O mundo mudou, e as regras do
jogo da moda se alteraram. Saint
Laurent era o último representante de um período. Sua primeira
coleção assinada data de 29 de janeiro de 1962. Naquela época, não
existia a expressão "estilista". A
geração do jovem Yves fazia parte
foi denominada "créateurs", criadores, em oposição aos "costureiros", que conjugavam na alta-costura um estilo ditatorial.
Saint Laurent saiu, ele próprio,
do universo da couture. Nascido
na Argélia, estudava em Paris
quando participou de um concurso. Seu vestido ganhou o primeiro
prêmio, e ele foi imediatamente
contratado para a maison Dior.
Tinha apenas 17 anos. Christian
Dior era o maior nome do gênero
na época. Uma verdadeira celebridade. Por quatro anos, Saint
Laurent assistiu o grande Dior, até
sua morte abrupta, em 1957. Então, com 21 anos, Yves Saint Laurent assumiu a direção artística da
famosa maison Dior.
É incrível como um nome que é
hoje sinônimo de uma moda clássica tenha sido tão revolucionário. E ele foi o primeiríssimo a
olhar para a moda das ruas. Na
Dior Saint Laurent, começou a
trazer para as sofisticadas passarelas da alta-costura os sinais das
mudanças que os anos 60 veriam.
Apareceram ali os vestidos em
formato trapézio.
Quando foi convocado para servir na guerra da Argélia, Saint
Laurent perdeu seu lugar na maison. Ao lado do parceiro Pierre
Bergé, os dois decidiram abrir a
maison Yves Saint Laurent. Ele tinha 25 anos.
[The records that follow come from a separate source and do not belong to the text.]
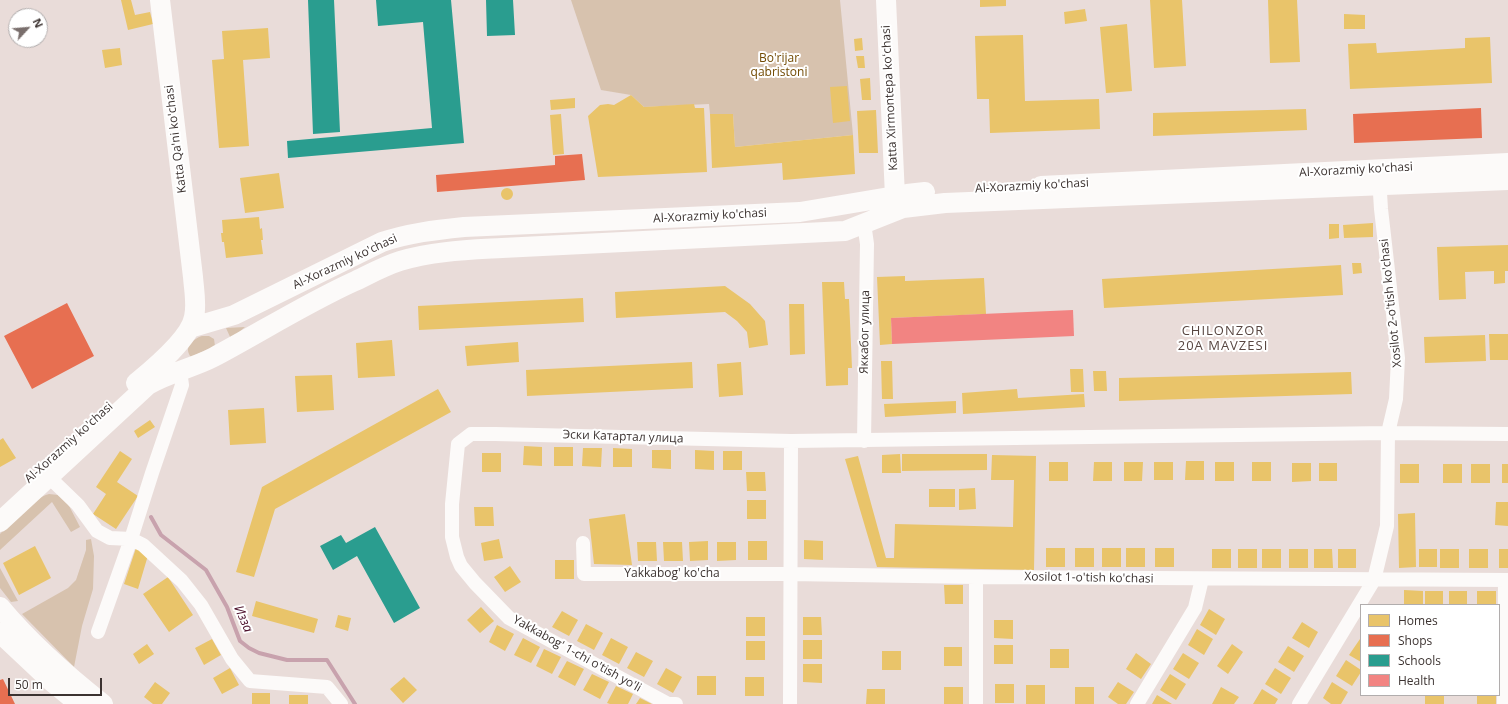 <!DOCTYPE html>
<meta charset="utf-8">
<style>
body{margin:0}
#map{position:relative;width:1508px;height:704px;overflow:hidden;background:#e9dcd9;font-family:"Open Sans",sans-serif}
canvas{display:block}
.legend{position:absolute;left:1360px;top:604px;width:140px;height:92px;box-sizing:border-box;background:#fff;border:1px solid #b1adad;margin:0;padding:5px 7px;list-style:none;font-size:12px;color:#3c3331}
.legend li{display:flex;align-items:center;gap:8px;height:20px}
.legend b{width:20px;border:1px solid #b1adad}
.north{position:absolute;left:8px;top:8px;width:40px;height:40px;box-sizing:border-box;background:#fff;border:1px solid #b1adad;border-radius:50%;rotate:64deg;font-size:11px;font-weight:700;line-height:16px;text-align:center;color:#3c3331}
.north::after{content:'';display:block;margin:auto;width:14px;height:18px;background:#796e6c;clip-path:polygon(50% 0,100% 100%,50% 72%,0 100%)}
.scale{position:absolute;left:8px;top:678px;width:94px;height:18px;box-sizing:border-box;border:2px solid #3c3331;border-top:0;padding-left:5px;font-size:12px;line-height:14px;white-space:nowrap;color:#3c3331;-webkit-text-stroke:3px #fff;paint-order:stroke}
</style>
<div id="map">
<canvas width="1508" height="704"></canvas>
<ul class="legend">
<li><b style="height:11px;background:#e9c46a"></b>Homes</li>
<li><b style="height:11px;background:#e76f51"></b>Shops</li>
<li><b style="height:11px;background:#2a9d8f"></b>Schools</li>
<li><b style="height:11px;background:#f28482"></b>Health</li>
</ul>
<div class="north">N</div>
<div class="scale">50 m</div>
</div>
<script>
const c = document.querySelector('canvas').getContext('2d');
c.lineJoin = 'round';
function fill(path, color) { c.fillStyle = color; c.fill(path, 'evenodd'); }
function stroke(path, color, width, dash) { c.strokeStyle = color; c.lineWidth = width; c.lineCap = dash ? 'butt' : 'round'; c.setLineDash(dash || []); c.stroke(path); }
function drawText(font, color, halo, rows, align = 'center') {
  c.font = font + ' "Open Sans",sans-serif'; c.lineWidth = 4; c.setLineDash([]); c.textBaseline = 'middle'; c.strokeStyle = halo; c.fillStyle = color; for (const [text, x, y, turn = 0] of rows) {
    c.save(); c.translate(x, y); c.rotate((+turn || 0) * Math.PI / 180); c.textAlign = isNaN(turn) ? turn : align; if (halo) c.strokeText(text, 0, 0); c.fillText(text, 0, 0); c.restore();
  }
}
fill(new Path2D(`
 M571,0H840L853,135L735,147L733,114H710L709,104L644,107L631,95L601,90Z
 M245,327L231,339L226,328Z
 M202,336H209L214,339L215,346L191,357C183,347 193,339 202,336Z
 M49,494L58,495L65,498L80,527L71,532L52,502L0,550V534C13,522 32,498 49,494Z
 M91,539L94,556L93,589L82,626L74,667L22,614L68,588L76,580L86,550V540Z
 M0,568L18,601L11,602L0,588Z`), '#d7c2ae');
fill(new Path2D(`
 M121,0H131L135,15L150,12L153,24L128,30Z
 M980,0H1006V6L980,7Z
 M1150,0H1182L1186,66L1154,68Z
 M1268,0H1297L1300,62L1270,63Z
 M1085,9L1087,21L1065,24L1064,12Z
 M1344,14L1365,15V29H1344Z
 M1127,24L1132,91L1106,93L1100,27Z
 M268,28L270,58L243,60L249,146L219,148L212,60L224,59L222,31Z
 M1023,35L1025,101L1099,99L1100,129L990,133L989,99H977L975,36Z
 M1490,37L1492,83L1350,89L1348,44L1376,43L1377,53L1465,48V38Z
 M862,38L863,50L855,51L854,39Z
 M120,48L122,65L105,68L102,50Z
 M856,56H864L865,68H858Z
 M870,78L871,100H862L860,79Z
 M847,86L850,121L833,123L830,87Z
 M631,95L644,107L694,104L695,108H704L707,172L598,177L588,116L600,105L608,104L614,105Z
 M575,98V108L551,110L550,100Z
 M1306,109L1307,130L1153,136V113Z
 M876,110L878,153H859L857,111Z
 M561,114L564,154L553,155L550,115Z
 M710,114H733L735,147L853,135L855,174L783,180L782,163L712,168Z
 M279,173L284,208L245,213L240,178Z
 M501 194a6 6 0 1 1 12 0a6 6 0 1 1-12 0Z
 M259,217L260,229L262,228L263,240H261L263,254L226,258L224,242H222L221,233H223L222,220Z
 M1373,223V237L1344,238L1343,225Z
 M1329,224H1339V238L1329,239Z
 M1508,245V271H1505V283L1494,284V271L1465,272L1466,299L1439,300L1437,247Z
 M1352,263H1361L1362,273L1353,274Z
 M1341,265L1343,295L1104,308L1102,279Z
 M905,276V281L984,278L986,314L891,318L892,344L880,345L877,277Z
 M822,282H844L845,299H849L852,368H848V385L826,386Z
 M725,286L750,304L765,321L768,345L749,348L747,332L737,321L725,312L616,318L615,292Z
 M583,298L584,322L419,330L418,306Z
 M789,304H804L805,354L790,355Z
 M1489,334H1508V360H1490Z
 M1485,335L1486,361L1425,363L1424,337Z
 M392,340L395,376L358,378L356,343Z
 M518,342L519,362L467,366L465,346Z
 M881,361H892L893,399H882Z
 M692,362L693,388L527,396L526,370Z
 M741,362L743,395L719,397L717,364Z
 M1070,369H1083L1084,392H1071Z
 M1093,371H1106L1107,391H1094Z
 M1351,372L1352,394L1119,401V378Z
 M332,375L334,410L297,412L295,376Z
 M438,389L451,412L275,509L254,577L236,572L262,487Z
 M1017,389L1018,398L1084,394L1085,407L963,414L962,393Z
 M956,401V413L885,417L884,404Z
 M264,408L266,443L230,445L228,410Z
 M150,420L155,427L138,438L134,431Z
 M3,438L16,458L0,467V440Z
 M524,446L542,447V466L523,465Z
 M554,447H573V466H554Z
 M583,448H602L601,467L582,466Z
 M613,448L632,449V467H613Z
 M652,450H671V469L652,468Z
 M695,450L714,451V470L695,469Z
 M120,451L132,459L117,482L138,496L116,529L93,514L106,494L96,487Z
 M723,451H742V470H723Z
 M482,453H501V472H482Z
 M900,454L901,473H882V455Z
 M902,454H987V470L902,471Z
 M992,455L1036,456L1034,570L877,567L845,459L858,456L886,558H894L895,524L1013,527L1014,480H991Z
 M1186,461H1204V480H1185Z
 M1049,462H1068V481H1049Z
 M1094,462H1112V481H1093Z
 M1124,462H1143L1142,481H1124Z
 M1154,462H1173V480H1154Z
 M1215,462H1234V481H1215Z
 M1252,462H1271V481H1252Z
 M1292,463H1311V481L1292,482Z
 M1319,463H1337V481H1319Z
 M1400,464H1419V483H1400Z
 M1443,464H1462V483H1443Z
 M1471,464H1490V483H1471Z
 M1502,464H1508V483H1502Z
 M746,472H765L766,491H747Z
 M975,488L976,509L959,510V489Z
 M929,489H955V507H929Z
 M747,500H766V519H747Z
 M1496,502H1508V526L1495,525Z
 M474,507H493L494,526H475Z
 M1415,513L1416,567L1399,568L1398,514Z
 M625,514L632,565L594,564L589,519Z
 M499,539L503,558L484,561L481,543Z
 M804,540L823,541V560L804,559Z
 M708,541V560L690,561L689,542Z
 M748,541H767V560H748Z
 M637,542H656L657,561H638Z
 M663,542H682L683,561H664Z
 M717,542H736V560L717,561Z
 M35,546L51,578L19,595L3,563Z
 M136,548L149,552L138,589L124,584Z
 M1046,548H1065V567H1046Z
 M1075,548H1094V567H1075Z
 M1102,548H1121V567H1102Z
 M1126,548H1145V567H1126Z
 M1155,548H1174V567H1155Z
 M1212,549H1231V568H1212Z
 M1238,549H1257V568H1238Z
 M1262,549H1281V568H1262Z
 M1289,549H1308V568H1289Z
 M1314,549H1332L1333,568H1314Z
 M1338,549H1356V568H1338Z
 M1419,549H1437V567H1419Z
 M1440,549H1459V568H1440Z
 M1469,549H1488V568H1469Z
 M1499,549H1508V568H1499Z
 M555,560H574V579H555Z
 M510,566L521,582L505,592L494,577Z
 M168,577L193,615L169,632L143,594Z
 M944,585H963V604H945Z
 M1404,590L1423,591V605H1404Z
 M1425,591H1443V605H1425Z
 M1449,591H1467V605H1449Z
 M1477,591H1496V605H1477Z
 M256,601L318,619L314,633L252,616Z
 M481,607L494,621L480,633L467,620Z
 M1209,609L1225,619L1216,635L1200,625Z
 M562,611L578,620L569,636L552,627Z
 M338,615L351,618L348,631L335,627Z
 M746,617H765V636H746Z
 M803,617H821L822,635H803Z
 M994,620H1013V639L994,638Z
 M1302,622L1318,632L1309,648L1292,638Z
 M586,624L603,633L594,650L577,641Z
 M497,625L514,634L505,651L489,642Z
 M1197,629L1213,639L1204,655L1188,645Z
 M523,638L540,647L531,663L514,655Z
 M611,638L628,647L619,664L602,655Z
 M212,639L221,655L204,665L195,648Z
 M1360,639L1361,640V662L1349,655Z
 M803,640H822V659H803Z
 M746,641H765V660H746Z
 M147,644L154,654L139,664L133,654Z
 M1232,644L1243,652L1228,674L1217,666Z
 M994,645H1013V664H994Z
 M1288,646L1304,656L1294,672L1278,662Z
 M944,647H962V666H944Z
 M544,649L561,657L552,674L536,666Z
 M1050,649H1069V668H1050Z
 M882,651H901V670H882Z
 M636,652L653,661L644,677L627,668Z
 M1136,653L1151,664L1141,679L1126,669Z
 M1183,653L1199,663L1189,679L1173,669Z
 M1346,660L1361,670V672L1352,686L1336,676Z
 M567,661L584,669L575,686L558,677Z
 M803,664H822V683L803,682Z
 M230,668L239,685L222,694L213,678Z
 M666,668L682,677L673,693L657,684Z
 M1275,668L1291,678L1281,694L1265,684Z
 M592,674L609,682L600,699L583,690Z
 M1170,674L1186,684L1176,700L1160,690Z
 M697,676H716V695H697Z
 M404,677L417,690L403,703L390,689Z
 M745,677H764V696H745Z
 M155,682L170,693L162,704H153L144,697Z
 M1118,682L1134,692L1126,704H1118L1108,697Z
 M1332,682L1348,692L1341,704H1331L1323,698Z
 M995,684H1014V703H995Z
 M1026,685H1045V704H1026Z
 M616,686L633,694L628,704H610L607,703Z
 M944,687H963V704H944Z
 M1075,687H1094V704H1075Z
 M1221,687L1239,697L1234,704H1212Z
 M867,689H885V704H866Z
 M1262,689L1278,699L1275,704H1253Z
 M252,693H270V704H252Z
 M289,695H308V704H289Z
 M1157,695L1172,704H1152Z
 M1425,695H1444V704H1425Z
 M1477,695H1496V704H1477Z
 M640,698L652,704H636Z`), '#e9c46a');
fill(new Path2D(`
 M1481,108L1482,138L1354,143L1353,114Z
 M582,154L585,180L437,192L436,175L555,165V156Z
 M67,303L94,356L32,389L4,336Z
 M3,679L15,704H0V680Z`), '#e76f51');
fill(new Path2D(`
 M308,0H334L340,132L313,134Z
 M376,0H451L464,143L288,158L287,141L432,128L423,22L378,26Z
 M486,0H513L515,35L487,36Z
 M375,527L420,608L394,623L357,556L333,570L320,546L341,535L346,543Z`), '#2a9d8f');
fill(new Path2D(`
 M1073,310L1074,336L892,344L891,318Z`), '#f28482');
stroke(new Path2D(`
 M151,517L161,535L206,570L227,607L240,641L249,648L259,653L287,660H327L355,704`), '#c8a2ad', 4);
stroke(new Path2D(`
 M864,441L867,244L864,223
 M49,477L78,505L97,531L110,538L131,539L143,545L182,581L201,605L232,659L250,681L327,687L341,704
 M583,543L584,574H790L976,577L1508,580
 M98,632L131,539L152,473L182,385L180,371
 M676,704H668L509,618L475,583L461,566L457,557L452,537V504L458,444L471,434H495L791,441L1388,433L1508,434
 M790,704L791,441
 M976,704V577
 M1137,704L1195,608L1202,579
 M1299,704L1374,580L1387,526L1388,433L1396,399L1398,358L1381,209L1379,177
 M1504,704L1505,580`), '#fcfaf9', 14);
stroke(new Path2D(`
 M886,0L895,196L902,206
 M1041,186L1508,163
 M190,328L234,315L382,242C409,233 435,230 464,227L800,212L907,194L925,192
 M136,383C153,369 190,339 194,317C197,305 194,290 193,277L160,0
 M0,522L148,385C168,373 193,368 214,357C261,332 305,304 353,282C368,275 384,266 400,261C433,251 468,250 502,248L845,231L903,208L945,203L1508,180
 M0,607C30,643 66,675 103,704
 M0,633L51,681L79,704`), '#fcfaf9', 20);
drawText('12px', '#714901', '#fff', [
 ["Bo'rijar",779,59],
 ["qabristoni",779,73]
]);
drawText('12px', '#3c3331', '#fff', [
 ["Katta Xirmontepa koʻchasi",890,98,-93],
 ["Katta Qa'ni ko'chasi",176,139,-97],
 ["Al-Xorazmiy ko'chasi",1356,170,-3],
 ["Al-Xorazmiy ko'chasi",1032,186,-3],
 ["Al-Xorazmiy ko'chasi",710,216,-3],
 ["Al-Xorazmiy ko'chasi",345,262,-25],
 ["Xosilot 2-o'tish ko'chasi",1391,303,-96],
 ["Яккабог улица",865,332,-89],
 ["Эски Катартал улица",623,437,2],
 ["Al-Xorazmiy ko'chasi",69,443,-42],
 ["Yakkabog' ko'cha",672,574],
 ["Xosilot 1-o'tish ko'chasi",1089,578,1],
 ["Yakkabog' 1-chi o'tish yo'li",577,654,29]
]);
c.letterSpacing = '1px';
drawText('13px', '#584641', '#fff', [
 ["CHILONZOR",1223,331],
 ["20A MAVZESI",1223,346]
]);
c.letterSpacing = '0px';
drawText('italic 13px', '#4d122d', '#fff', [
 ["Изза",243,619,66]
]);
</script>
A partir dali, mais revoluções.
Saint Laurent propôs a forma Robin Hood, as transparências (inéditas), a coleção pop art, a Mondrian, a saariana, as calças compridas (num tempo em que as
mulheres vestidas com elas chegavam a ter problemas para entrar em restaurantes e hotéis),
além, é claro, do famoso smoking
e a androginia dos anos 70.
Saint Laurent foi também o primeiro a criar de fato, em 1966,
uma coleção em função das orientações industriais do prêt-à-porter que despontava, sem adaptar
as formas vindas da alta-costura.
O "pronto para usar" significa o
conceito de modelagens predeterminadas que serviram para popularizar e difundir a alta moda.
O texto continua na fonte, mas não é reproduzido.